Brubeck learned piano from his classically-trained mother, and he succeeded at a young age despite the fact that he couldn’t read sheet music. He attended a conservatory after a brief spell studying veterinary science, but he was almost expelled from school after his professors learned of his inability to read music. After school, he was drafted into the Army and served in Europe during World War II. It was there, while playing a gig for the Red Cross, that the notion of starting a band first came to his mind.
Brubeck organized the Dave Brubeck Quartet in 1951 with saxophonist Paul Desmond, whom he met in the Army: Desmond would collaborate often with Brubeck until his death in 1977. Brubeck’s popularity increased with his tour of American college campuses in the 1950s; his Columbia Records debut, Jazz Goes To College, was recorded on this tour. His style of piano playing, which combined his classical training with a penchant for improvisation, was unlike anything that had been heard in jazz before, and his compositions, many of which used unusual time signatures, revolutionized the genre.

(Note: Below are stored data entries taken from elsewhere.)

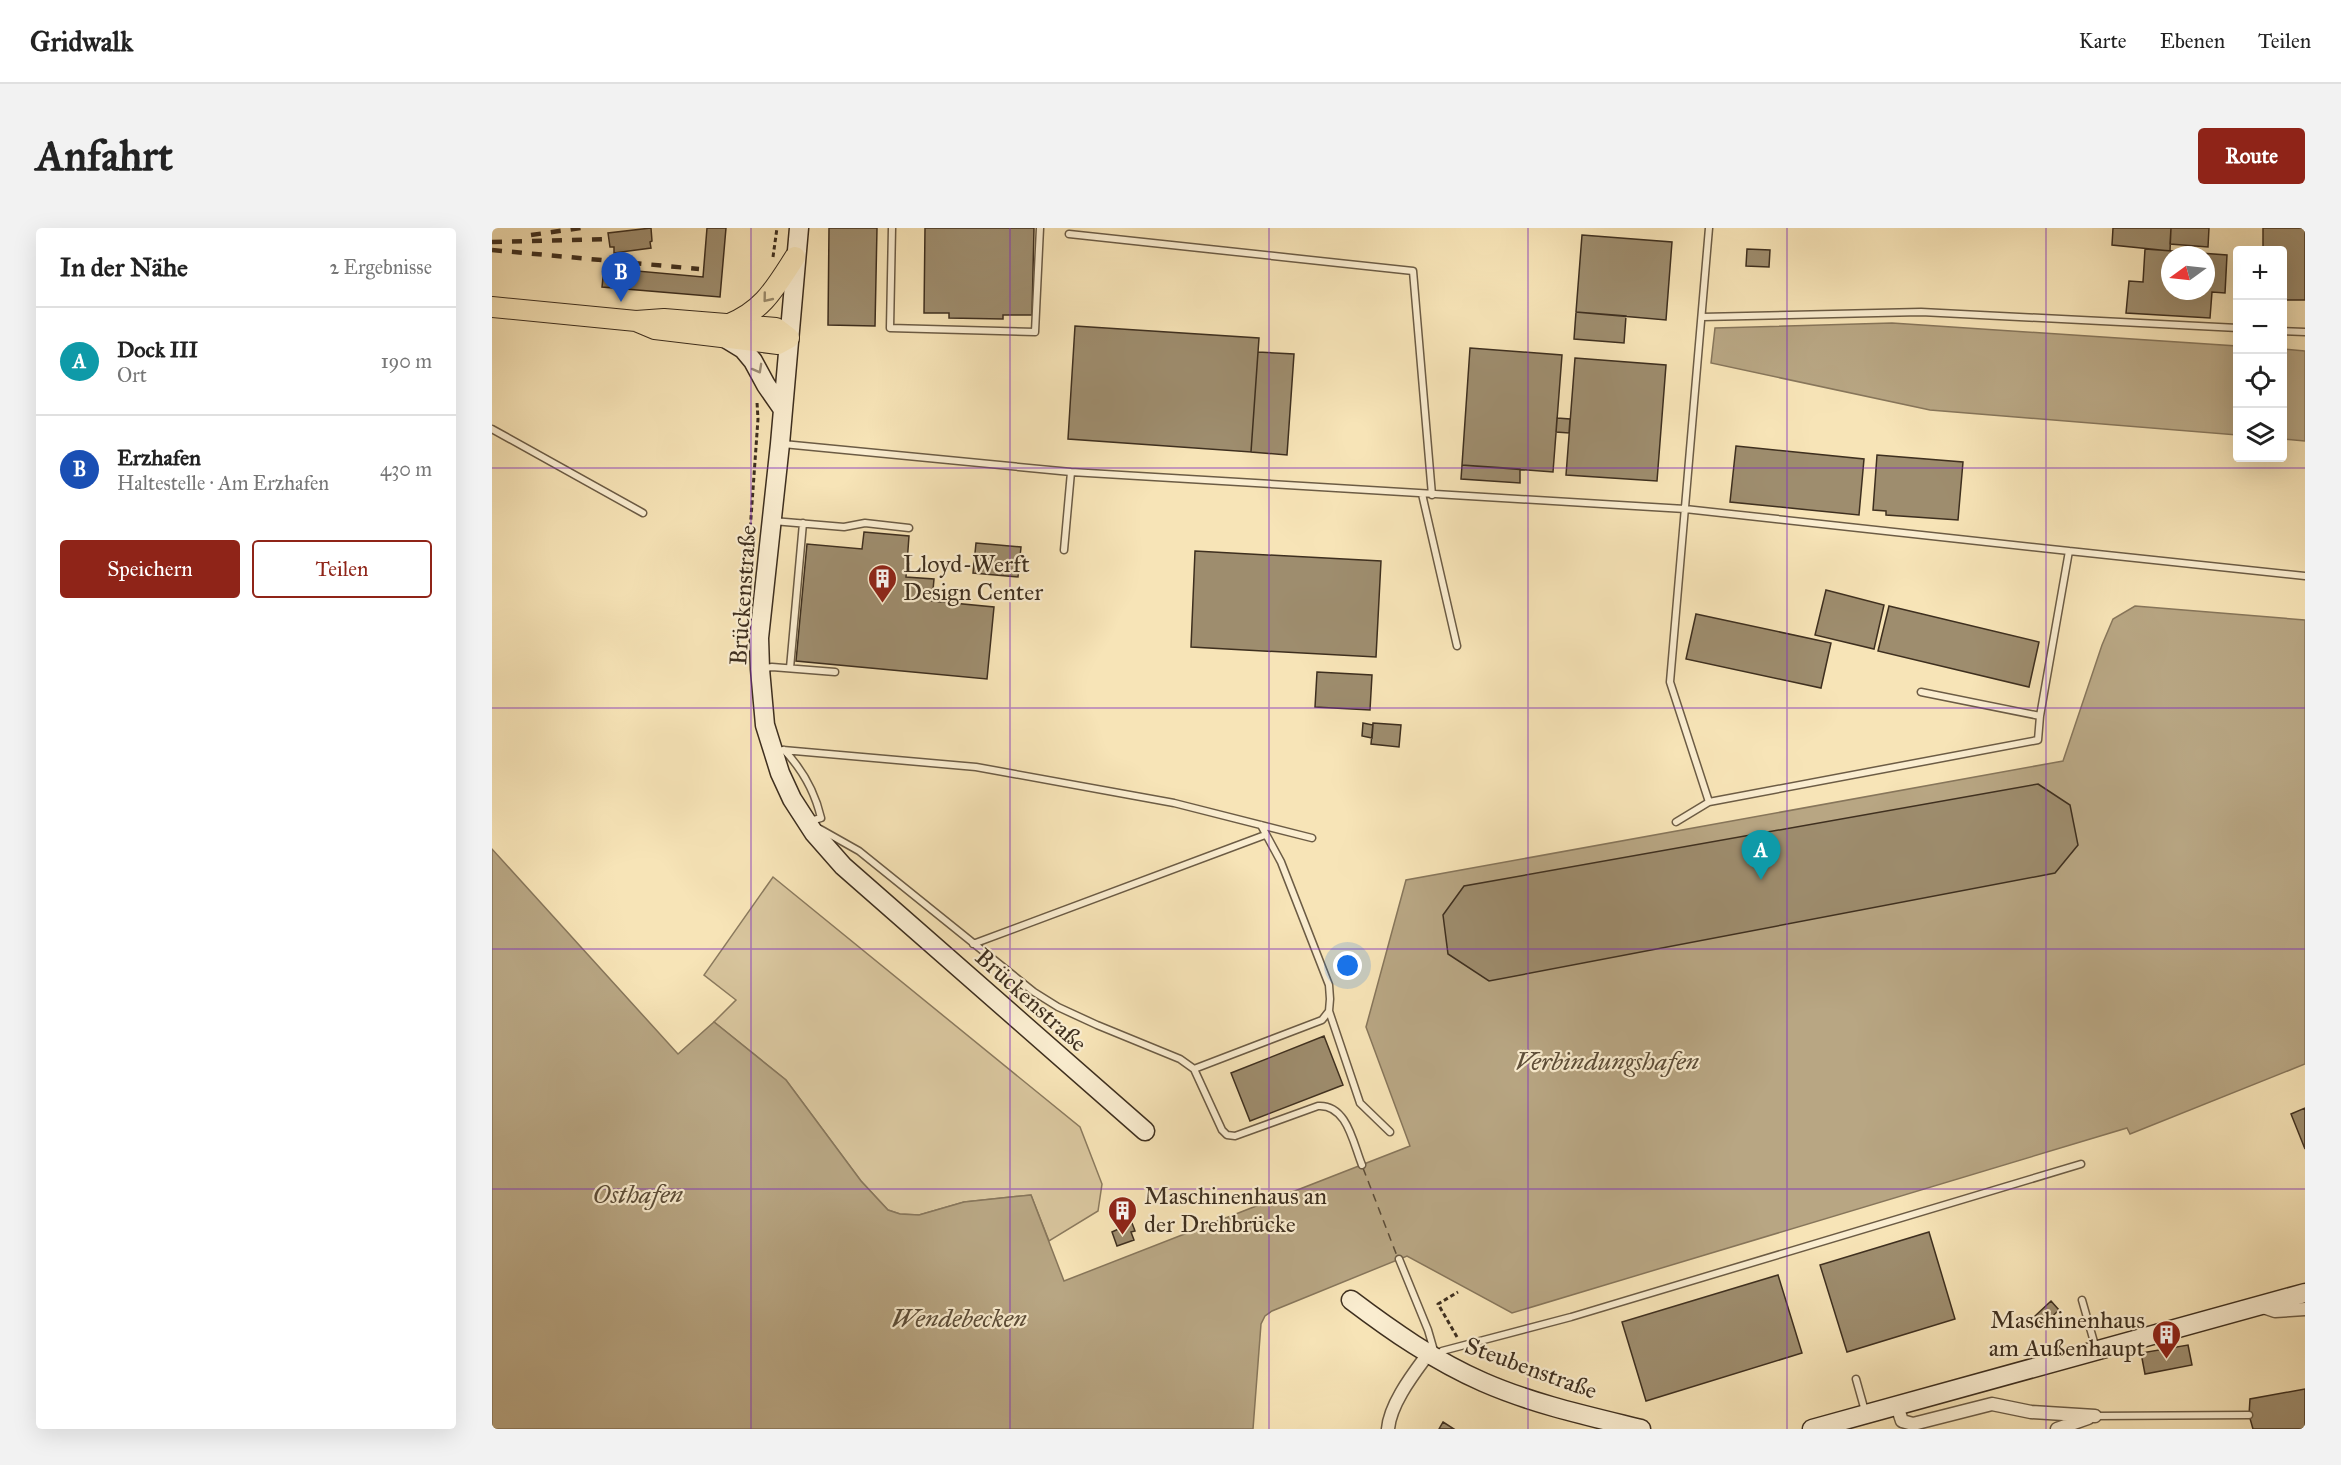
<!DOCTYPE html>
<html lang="de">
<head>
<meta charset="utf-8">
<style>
	body { margin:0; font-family:"IM FELL Great Primer",serif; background:#f2f2f2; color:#222 }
	.controls { position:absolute; right:18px; top:18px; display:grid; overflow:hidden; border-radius:6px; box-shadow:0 6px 24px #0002 }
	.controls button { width:54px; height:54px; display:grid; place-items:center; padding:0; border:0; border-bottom:2px solid #e0e0e0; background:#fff; color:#222; font:30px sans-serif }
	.compass { position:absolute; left:1669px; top:18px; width:54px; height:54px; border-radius:50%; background:#fff; box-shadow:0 6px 24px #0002; rotate:255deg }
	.you { position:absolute; left:856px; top:738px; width:21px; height:21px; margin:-15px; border:4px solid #fff; border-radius:50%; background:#1a73e8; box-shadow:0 0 0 9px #1a73e833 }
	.badge { display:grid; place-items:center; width:39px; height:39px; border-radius:50%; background:#8f2418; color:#fff; font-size:20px; font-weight:700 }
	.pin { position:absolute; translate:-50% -50px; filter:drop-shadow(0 2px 3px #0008) }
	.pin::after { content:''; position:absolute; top:32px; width:21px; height:18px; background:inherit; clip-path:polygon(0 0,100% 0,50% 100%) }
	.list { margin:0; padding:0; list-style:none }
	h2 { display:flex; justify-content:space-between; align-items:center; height:78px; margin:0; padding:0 24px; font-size:26px }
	h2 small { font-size:20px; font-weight:400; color:#767676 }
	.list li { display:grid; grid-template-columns:39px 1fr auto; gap:18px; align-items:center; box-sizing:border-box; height:108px; padding:0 24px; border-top:2px solid #e0e0e0 }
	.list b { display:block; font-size:22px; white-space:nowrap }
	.list p { margin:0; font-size:20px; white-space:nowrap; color:#767676 }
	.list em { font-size:20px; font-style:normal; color:#767676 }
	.actions { display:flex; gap:12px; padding:18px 24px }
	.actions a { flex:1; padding:14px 0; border:2px solid #8f2418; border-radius:6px; text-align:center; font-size:21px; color:#8f2418 }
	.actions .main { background:#8f2418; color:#fff }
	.icon { flex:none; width:33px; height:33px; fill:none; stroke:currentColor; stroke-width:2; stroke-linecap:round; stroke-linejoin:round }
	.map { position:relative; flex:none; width:1813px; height:1201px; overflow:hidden; border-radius:6px }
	header { display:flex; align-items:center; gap:36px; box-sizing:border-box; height:84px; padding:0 30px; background:#fff; border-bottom:2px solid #e0e0e0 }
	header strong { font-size:28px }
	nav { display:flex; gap:33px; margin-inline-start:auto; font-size:21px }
	.intro { display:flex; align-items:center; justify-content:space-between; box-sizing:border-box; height:144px; padding:0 36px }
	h1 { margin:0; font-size:42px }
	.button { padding:15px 27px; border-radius:6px; background:#8f2418; color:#fff; font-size:21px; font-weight:700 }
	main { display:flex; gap:36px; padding:0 36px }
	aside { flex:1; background:#fff; border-radius:6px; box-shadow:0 6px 24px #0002 }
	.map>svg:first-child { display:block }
	.green { fill:#d8c59d; stroke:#8b7a5e; stroke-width:1.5 }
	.water { fill:#b8a683; stroke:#87765b; stroke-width:1.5 }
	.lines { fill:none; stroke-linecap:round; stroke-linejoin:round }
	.ferry { stroke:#5c4d38; stroke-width:1.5; stroke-dasharray:8 6; stroke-linecap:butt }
	.building { fill:#9e8d6e; stroke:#3e2f1f; stroke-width:1.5; fill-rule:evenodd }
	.lane-casing { stroke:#6c5c45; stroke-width:9 }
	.street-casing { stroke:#6c5c45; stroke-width:15 }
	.secondary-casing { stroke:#3e2f1f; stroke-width:21 }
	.primary-casing { stroke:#3e2f1f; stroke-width:22 }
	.path { stroke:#3e2f1f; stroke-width:3; stroke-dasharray:4.5 3; stroke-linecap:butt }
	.lane { stroke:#faedd0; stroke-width:6 }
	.street { stroke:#faedd0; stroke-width:12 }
	.secondary { stroke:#faedd0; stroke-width:18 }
	.primary { stroke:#f7e4b7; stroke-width:20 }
	.rail { stroke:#3e2f1f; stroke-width:4.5; stroke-dasharray:10 10; stroke-linecap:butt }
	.oneway { stroke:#9a8a6b }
	.oneway2 { stroke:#9c8e78 }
	.grid { fill:none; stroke:#7b2cbf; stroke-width:1.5; stroke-opacity:0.55 }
	.labels { text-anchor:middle; stroke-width:4.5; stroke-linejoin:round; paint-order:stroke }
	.poi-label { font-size:24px; fill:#3e2f1f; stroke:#faedd0; text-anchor:start }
	.street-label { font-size:24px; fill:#3e2f1f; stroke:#faedd0 }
	.water-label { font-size:26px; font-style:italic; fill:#5c4d38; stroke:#faedd0 }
</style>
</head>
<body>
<header>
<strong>Gridwalk</strong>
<nav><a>Karte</a><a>Ebenen</a><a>Teilen</a></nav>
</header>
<div class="intro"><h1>Anfahrt</h1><a class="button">Route</a></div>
<main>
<aside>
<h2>In der Nähe<small>2 Ergebnisse</small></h2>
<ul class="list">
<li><span class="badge" style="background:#0f9aa8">A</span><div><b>Dock III</b><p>Ort</p></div><em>190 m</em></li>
<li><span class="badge" style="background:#1a4fb4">B</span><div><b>Erzhafen</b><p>Haltestelle · Am Erzhafen</p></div><em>430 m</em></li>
</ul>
<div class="actions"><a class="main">Speichern</a><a>Teilen</a></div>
</aside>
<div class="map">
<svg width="1813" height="1201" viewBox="0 0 1813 1201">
	<rect width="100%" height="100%" fill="#f7e4b7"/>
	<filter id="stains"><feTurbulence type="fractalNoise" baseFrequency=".00333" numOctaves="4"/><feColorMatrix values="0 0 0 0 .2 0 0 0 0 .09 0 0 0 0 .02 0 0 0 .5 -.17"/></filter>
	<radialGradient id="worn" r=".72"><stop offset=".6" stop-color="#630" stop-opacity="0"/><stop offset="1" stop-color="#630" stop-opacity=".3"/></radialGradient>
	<path class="green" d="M 281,649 L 588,899 L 610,956 L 606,983 L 557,1013 L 539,967 L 472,974 L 427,987 L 408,986 L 396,982 L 369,953 L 294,852 L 222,794 L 244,772 L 212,747 Z"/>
	<path class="water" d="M 1400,95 L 1745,118 L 1745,207 L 1438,182 L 1219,135 L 1223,100 Z
		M 1791,121 L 1813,123 L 1813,213 L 1791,211 Z
		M 1643,378 L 1813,392 L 1813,836 L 1638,906 L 1635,900 L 1020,1085 L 915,1028 L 780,1083 L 773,1088 L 769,1096 L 761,1201 L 0,1201 L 0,621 L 186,826 L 222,794 L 294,852 L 369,953 L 396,982 L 408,986 L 427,987 L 472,974 L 539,967 L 572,1053 L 918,918 L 874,799 L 914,652 L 1571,533 L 1610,417 L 1621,391 Z"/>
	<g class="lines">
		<path class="ferry" d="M 871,940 L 905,1028"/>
	</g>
	<path class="building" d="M 159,0 L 160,13 L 158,14 L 159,20 L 122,25 L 122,19 L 118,19 L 116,5 Z
		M 215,0 L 234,0 L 228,69 L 110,59 L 112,40 L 211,49 Z
		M 337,0 L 385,0 L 383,98 L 336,97 Z
		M 433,0 L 542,0 L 540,87 L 511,87 L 511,91 L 457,90 L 457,85 L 432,85 Z
		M 1621,0 L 1679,0 L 1678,23 L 1620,17 Z
		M 1679,0 L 1717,0 L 1716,19 L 1678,16 Z
		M 1771,0 L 1813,0 L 1813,72 L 1790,72 L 1790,22 L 1771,22 Z
		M 1090,7 L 1180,14 L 1174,92 L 1084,84 Z
		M 1255,21 L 1278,22 L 1277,39 L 1254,38 Z
		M 1653,21 L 1735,27 L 1733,65 L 1720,64 L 1718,90 L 1634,85 L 1637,53 L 1651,54 ZM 1678,27 L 1714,27 L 1714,63 L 1678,63 Z
		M 1084,84 L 1134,88 L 1132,115 L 1082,111 Z
		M 583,98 L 767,110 L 759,224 L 576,211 Z
		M 978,120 L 1070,127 L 1061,244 L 970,237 Z
		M 766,124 L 802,126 L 795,227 L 759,224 Z
		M 1083,130 L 1174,137 L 1165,253 L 1074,247 Z
		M 1065,190 L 1078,191 L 1077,205 L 1064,204 Z
		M 1244,218 L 1372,231 L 1367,287 L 1238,274 Z
		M 1385,227 L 1471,234 L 1466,292 L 1394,287 L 1394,283 L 1381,282 Z
		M 970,237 L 1028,241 L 1028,255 L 969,251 Z
		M 372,304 L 417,308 L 414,349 L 442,351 L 440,373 L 502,379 L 495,451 L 304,433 L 315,316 L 370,321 Z
		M 484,315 L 529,319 L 526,349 L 481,345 Z
		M 703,323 L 889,333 L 884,429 L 699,419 Z
		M 1334,362 L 1392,377 L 1382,421 L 1323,407 Z
		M 1397,378 L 1547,414 L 1537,459 L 1386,423 Z
		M 1204,386 L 1339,415 L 1329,460 L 1194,431 Z
		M 825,444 L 880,447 L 878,482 L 823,479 Z
		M 871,495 L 881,497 L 880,510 L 870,508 Z
		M 881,495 L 909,497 L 907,519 L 879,516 Z
		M 1546,556 L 1578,577 L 1586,617 L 1563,645 L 997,753 L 956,726 L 951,687 L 972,658 Z
		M 832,808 L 851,857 L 758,893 L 739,845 Z
		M 1813,880 L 1813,921 L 1799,886 Z
		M 634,993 L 640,995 L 643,1003 L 639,1004 L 642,1012 L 625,1018 L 620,1004 L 631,999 Z
		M 1437,1004 L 1463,1091 L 1355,1124 L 1328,1037 Z
		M 1286,1047 L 1310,1125 L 1154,1173 L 1130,1094 Z
		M 1559,1073 L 1567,1082 L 1551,1097 L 1543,1088 Z
		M 1696,1117 L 1700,1137 L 1653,1146 L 1649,1125 Z
		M 1813,1161 L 1813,1201 L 1761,1201 L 1757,1187 L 1758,1171 Z
		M 951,1194 L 962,1201 L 947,1201 Z"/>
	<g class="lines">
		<defs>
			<path id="lane" d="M 400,0 L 398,100 L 543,104 L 548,0
				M 577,6 L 921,43 L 940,267
				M 1210,89 L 1429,84 L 1746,100
				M 1790,103 L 1813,104
				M 0,201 L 151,285
				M 291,216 L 579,244 L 1193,281 L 1577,323 L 1548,488 L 1546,512 L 1217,574
				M 930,266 L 965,418
				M 281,293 L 352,299 L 373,295 L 417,300
				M 572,322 L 579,244
				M 1577,323 L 1813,348
				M 298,440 L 311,295
				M 269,441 L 280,439 L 343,444
				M 1429,464 L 1548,488
				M 291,522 L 484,539 L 682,575 L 820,610
				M 292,522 C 310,541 323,564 329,590 L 318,593
				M 1184,594 L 1217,574 L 1178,454 L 1217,0
				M 769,597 L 789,634 L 837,757 L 838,771 L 837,783 L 868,875 L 898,904
				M 328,601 L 367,623 L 542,764 L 566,779 L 605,797 L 688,831 L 702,841 L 730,902 L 735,907 L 743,908 L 826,878 C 855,876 861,915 870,937
				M 481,716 L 773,607
				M 702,841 L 830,792 L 837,783
				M 907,1031 L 936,1102 L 943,1126
				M 1590,1072 L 1604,1121
				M 946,1127 L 950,1123 L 1079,1089 L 1589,936
				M 1364,1151 L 1373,1183
				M 1603,1188 L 1757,1187"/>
			<path id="street" d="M 1768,1078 L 1783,1083 L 1813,1081
				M 1405,1178 L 1410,1193 L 1421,1196 L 1500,1176 L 1539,1184 L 1603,1188
				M 896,1201 C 898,1177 919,1149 933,1130 L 944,1129
				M 1565,1201 L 1596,1190"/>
			<path id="secondary" d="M 307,0 L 288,216 L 267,410 L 268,441 L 273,497 L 288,545 L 300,571 L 322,605 L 351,638 L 653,903
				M 233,110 L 251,121 L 261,133 L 274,157 L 290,180
				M 859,1072 C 900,1103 943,1133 991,1154 C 1041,1176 1096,1188 1149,1201
				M 1320,1201 L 1813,1065"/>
			<path id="primary" d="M 0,79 L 144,93 L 172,91 L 284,100 L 297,110 L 286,116 L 163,101 L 144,93
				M 235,97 C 271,83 283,60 303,29"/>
		</defs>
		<use href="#lane" class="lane-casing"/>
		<use href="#street" class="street-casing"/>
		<use href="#secondary" class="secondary-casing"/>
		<use href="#primary" class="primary-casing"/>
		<path class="path" d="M 281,29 L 285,0
			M 253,374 L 266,191 L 265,174
			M 965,1109 L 946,1076 L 966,1064"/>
		<use href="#lane" class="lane"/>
		<use href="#street" class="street"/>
		<use href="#secondary" class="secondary"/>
		<use href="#primary" class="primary"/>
		<path class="rail" d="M 39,7 L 89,0
			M 0,14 L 115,11
			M 0,22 L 207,41"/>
	</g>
	<defs><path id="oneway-chevron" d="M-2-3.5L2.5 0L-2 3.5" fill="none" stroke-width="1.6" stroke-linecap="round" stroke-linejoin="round" transform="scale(1.5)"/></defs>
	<use class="oneway" href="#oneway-chevron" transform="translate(275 70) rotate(129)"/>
	<use class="oneway2" href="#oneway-chevron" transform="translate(266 141) rotate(61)"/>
	<path class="grid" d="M 259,0 L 259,1201M 518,0 L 518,1201M 777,0 L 777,1201M 1036,0 L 1036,1201M 1295,0 L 1295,1201M 1554,0 L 1554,1201M 0,240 L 1813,240M 0,480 L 1813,480M 0,721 L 1813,721M 0,961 L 1813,961"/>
	<defs>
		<symbol id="building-pin" viewBox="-11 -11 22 30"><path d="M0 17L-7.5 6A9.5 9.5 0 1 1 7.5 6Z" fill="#8f2418" stroke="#faedd0"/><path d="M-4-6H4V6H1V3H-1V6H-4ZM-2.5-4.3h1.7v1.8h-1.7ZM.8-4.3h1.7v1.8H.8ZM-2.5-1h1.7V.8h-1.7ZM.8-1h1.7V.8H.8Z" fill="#fff"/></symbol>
	</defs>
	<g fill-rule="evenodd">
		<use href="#building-pin" x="374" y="334" width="33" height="45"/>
		<use href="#building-pin" x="614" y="966" width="33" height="45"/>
		<use href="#building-pin" x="1658" y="1090" width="33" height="45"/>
	</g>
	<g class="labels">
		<g class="poi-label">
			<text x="411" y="344">Lloyd-Werft<tspan x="411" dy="28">Design Center</tspan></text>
			<text x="652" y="976">Maschinenhaus an<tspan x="652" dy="28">der Drehbrücke</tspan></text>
			<text x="1653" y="1100" text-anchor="end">Maschinenhaus<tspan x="1653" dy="28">am Außenhaupt</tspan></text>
		</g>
		<g class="street-label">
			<text transform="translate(251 367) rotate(-86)" y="8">Brückenstraße</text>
			<text transform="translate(539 772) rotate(42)" y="8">Brückenstraße</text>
			<text transform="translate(1039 1140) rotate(20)" y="8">Steubenstraße</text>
		</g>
		<g class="water-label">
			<text x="1115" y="842">Verbindungshafen</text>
			<text x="146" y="975">Osthafen</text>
			<text x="467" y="1099">Wendebecken</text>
		</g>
	</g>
	<rect width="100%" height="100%" filter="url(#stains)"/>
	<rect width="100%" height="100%" fill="url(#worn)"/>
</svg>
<div class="controls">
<button>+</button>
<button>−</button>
<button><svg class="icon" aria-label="locate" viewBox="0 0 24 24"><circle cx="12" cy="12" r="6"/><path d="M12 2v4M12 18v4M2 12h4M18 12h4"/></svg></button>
<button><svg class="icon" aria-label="layers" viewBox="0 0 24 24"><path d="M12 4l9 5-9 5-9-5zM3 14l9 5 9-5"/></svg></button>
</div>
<svg class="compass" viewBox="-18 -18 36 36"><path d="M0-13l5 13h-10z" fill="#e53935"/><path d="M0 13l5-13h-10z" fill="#767676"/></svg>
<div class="you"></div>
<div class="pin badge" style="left:1269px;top:652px;background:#0f9aa8">A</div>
<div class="pin badge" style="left:129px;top:74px;background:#1a4fb4">B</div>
</div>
</main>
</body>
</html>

Brubeck played with his Quartet until 1967; during that time, they released hit albums, recorded songs that became jazz standards, and Brubeck himself ended up on the cover of Time Magazine. After disbanding the Quartet, Brubeck started writing longer instrumental and choral pieces. In his later years, he became an elder statesman for the genre, receiving accolades around the world for his incredible work in music. He will be missed.